Quattro mesi fa si concludeva la settimana trascorsa a Pechino. Un viaggio di lavoro e di piacere, un’esperienza professionale e umana indimenticabile.

Tra le visite alla Grande Muraglia e alla Città Proibita, l’assistenza linguistica in inglese in ogni circostanza del soggiorno, l’evento della Fashion Week e le peripezie inaspettate, la settimana in Cina è stata anche l’occasione di un arricchimento culturale acquisito sul campo.

I ricordi di quei giorni trascorsi a Pechino sono molteplici, ma vorrei sottolineare cinque aspetti che mi hanno colpito in modo particolare.

1. Una cultura millenaria da scoprire
Grande Muraglia Cinese

Scaliamo la Grande Muraglia…

Gli edifici imperiali, la Grande Muraglia mozzafiato (e faticosa da scalare!), le musiche tradizionali, la cucina variopinta e ricca di odori… un viaggio in Cina è l’accesso a una cultura unica sotto molti punti di vista.

Pechino è il centro nevralgico in cui scoprire un sistema culturale profondamente diverso dal nostro con un approccio di curiosità.

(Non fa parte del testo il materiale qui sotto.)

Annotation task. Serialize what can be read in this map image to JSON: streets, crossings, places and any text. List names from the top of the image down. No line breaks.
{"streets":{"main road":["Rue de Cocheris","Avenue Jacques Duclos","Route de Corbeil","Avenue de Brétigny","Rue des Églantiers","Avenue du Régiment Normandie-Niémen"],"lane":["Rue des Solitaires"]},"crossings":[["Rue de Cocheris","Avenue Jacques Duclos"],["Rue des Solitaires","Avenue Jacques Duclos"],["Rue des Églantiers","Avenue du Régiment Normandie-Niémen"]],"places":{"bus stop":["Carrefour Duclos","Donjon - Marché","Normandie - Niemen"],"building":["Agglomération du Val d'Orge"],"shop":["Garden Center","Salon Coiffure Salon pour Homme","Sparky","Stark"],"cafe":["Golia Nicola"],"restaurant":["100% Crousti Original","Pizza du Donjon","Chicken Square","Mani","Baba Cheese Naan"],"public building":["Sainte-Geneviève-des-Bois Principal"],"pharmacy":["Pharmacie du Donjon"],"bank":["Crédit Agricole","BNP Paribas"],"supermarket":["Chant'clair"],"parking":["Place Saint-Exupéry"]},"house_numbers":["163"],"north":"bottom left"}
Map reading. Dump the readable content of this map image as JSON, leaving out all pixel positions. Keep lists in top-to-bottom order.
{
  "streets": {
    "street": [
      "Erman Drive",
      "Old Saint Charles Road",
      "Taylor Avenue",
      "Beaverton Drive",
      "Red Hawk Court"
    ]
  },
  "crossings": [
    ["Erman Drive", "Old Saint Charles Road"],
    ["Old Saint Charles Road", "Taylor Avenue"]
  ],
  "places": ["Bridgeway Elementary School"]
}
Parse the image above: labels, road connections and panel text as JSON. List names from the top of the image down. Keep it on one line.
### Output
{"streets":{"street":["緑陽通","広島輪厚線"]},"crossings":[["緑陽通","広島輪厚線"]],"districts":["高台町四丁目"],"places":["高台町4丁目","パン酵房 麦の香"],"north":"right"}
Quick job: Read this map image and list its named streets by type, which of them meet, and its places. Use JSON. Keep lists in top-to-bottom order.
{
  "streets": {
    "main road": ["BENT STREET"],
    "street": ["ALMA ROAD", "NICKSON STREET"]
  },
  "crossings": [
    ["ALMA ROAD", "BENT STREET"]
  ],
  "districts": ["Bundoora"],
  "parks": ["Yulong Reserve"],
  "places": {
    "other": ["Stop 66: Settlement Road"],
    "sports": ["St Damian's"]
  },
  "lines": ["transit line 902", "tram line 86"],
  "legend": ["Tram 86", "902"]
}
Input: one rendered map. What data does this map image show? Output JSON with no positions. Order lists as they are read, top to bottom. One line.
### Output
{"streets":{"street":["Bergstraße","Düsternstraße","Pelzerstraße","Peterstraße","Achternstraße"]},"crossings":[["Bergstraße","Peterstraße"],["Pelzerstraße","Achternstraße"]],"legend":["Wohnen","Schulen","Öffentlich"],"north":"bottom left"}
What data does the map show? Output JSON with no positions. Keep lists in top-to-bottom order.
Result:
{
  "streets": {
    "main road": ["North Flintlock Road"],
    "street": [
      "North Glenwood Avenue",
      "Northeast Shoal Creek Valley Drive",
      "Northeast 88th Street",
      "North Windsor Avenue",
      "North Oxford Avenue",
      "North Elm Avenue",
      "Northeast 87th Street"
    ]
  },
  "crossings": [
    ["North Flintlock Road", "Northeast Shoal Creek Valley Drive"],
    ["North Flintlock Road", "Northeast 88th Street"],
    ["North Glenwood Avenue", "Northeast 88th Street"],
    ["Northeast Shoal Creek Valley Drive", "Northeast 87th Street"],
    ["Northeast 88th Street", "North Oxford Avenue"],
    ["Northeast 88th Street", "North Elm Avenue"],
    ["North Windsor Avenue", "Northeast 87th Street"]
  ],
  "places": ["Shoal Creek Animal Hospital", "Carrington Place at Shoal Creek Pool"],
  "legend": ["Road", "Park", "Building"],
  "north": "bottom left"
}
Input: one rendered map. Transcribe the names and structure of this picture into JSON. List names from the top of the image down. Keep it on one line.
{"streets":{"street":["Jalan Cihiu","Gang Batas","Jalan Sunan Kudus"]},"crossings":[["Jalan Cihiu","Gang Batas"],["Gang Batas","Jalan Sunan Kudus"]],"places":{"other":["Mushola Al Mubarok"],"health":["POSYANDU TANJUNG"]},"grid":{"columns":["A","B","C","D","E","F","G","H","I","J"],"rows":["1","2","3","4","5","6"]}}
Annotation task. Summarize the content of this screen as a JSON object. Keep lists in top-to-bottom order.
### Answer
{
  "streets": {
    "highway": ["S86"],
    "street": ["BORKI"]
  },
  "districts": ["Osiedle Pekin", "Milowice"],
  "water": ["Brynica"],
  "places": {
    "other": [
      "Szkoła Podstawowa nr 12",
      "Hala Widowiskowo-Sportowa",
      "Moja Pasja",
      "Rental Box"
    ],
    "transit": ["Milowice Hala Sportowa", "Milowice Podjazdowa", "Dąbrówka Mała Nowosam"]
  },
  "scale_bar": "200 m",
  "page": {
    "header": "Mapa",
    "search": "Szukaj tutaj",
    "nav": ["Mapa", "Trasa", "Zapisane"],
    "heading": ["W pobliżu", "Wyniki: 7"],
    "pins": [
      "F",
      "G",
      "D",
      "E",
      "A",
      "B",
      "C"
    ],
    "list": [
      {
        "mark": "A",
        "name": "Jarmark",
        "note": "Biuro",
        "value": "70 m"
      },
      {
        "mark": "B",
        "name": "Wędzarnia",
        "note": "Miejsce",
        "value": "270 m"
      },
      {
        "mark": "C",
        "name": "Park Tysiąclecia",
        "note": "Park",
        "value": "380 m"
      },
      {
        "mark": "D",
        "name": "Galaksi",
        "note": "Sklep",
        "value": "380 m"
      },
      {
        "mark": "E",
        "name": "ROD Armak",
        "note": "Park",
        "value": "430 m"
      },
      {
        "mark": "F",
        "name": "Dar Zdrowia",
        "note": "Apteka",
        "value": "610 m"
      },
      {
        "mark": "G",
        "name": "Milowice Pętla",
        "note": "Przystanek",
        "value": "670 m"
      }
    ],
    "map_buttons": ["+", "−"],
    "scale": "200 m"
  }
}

2. La compravendita è un’arte

L’esperienza di acquisto e vendita di un prodotto a Pechino è irripetibile e spassosa.
Nei paesi orientali esiste una maggiore flessibilità sul prezzo di acquisto di un articolo, mentre in Occidente siamo abituati a comprare in base al prezzo esposto.

A Pechino la compravendita è un’arte vera e propria. Il Silk Market è il luogo per eccellenza dove sperimentare trattative irriverenti. Si tratta di un centro commerciale sui generis dove acquistare capi di abbigliamento, borse, scarpe, souvenir, accessori di ogni genere e tanto altro. La sua peculiarità consiste nell’atto stesso della compravendita. Il commerciante propone un prezzo di partenza, di solito piuttosto alto, che il cliente ingenuo potrebbe accettare subito secondo la consuetudine occidentale.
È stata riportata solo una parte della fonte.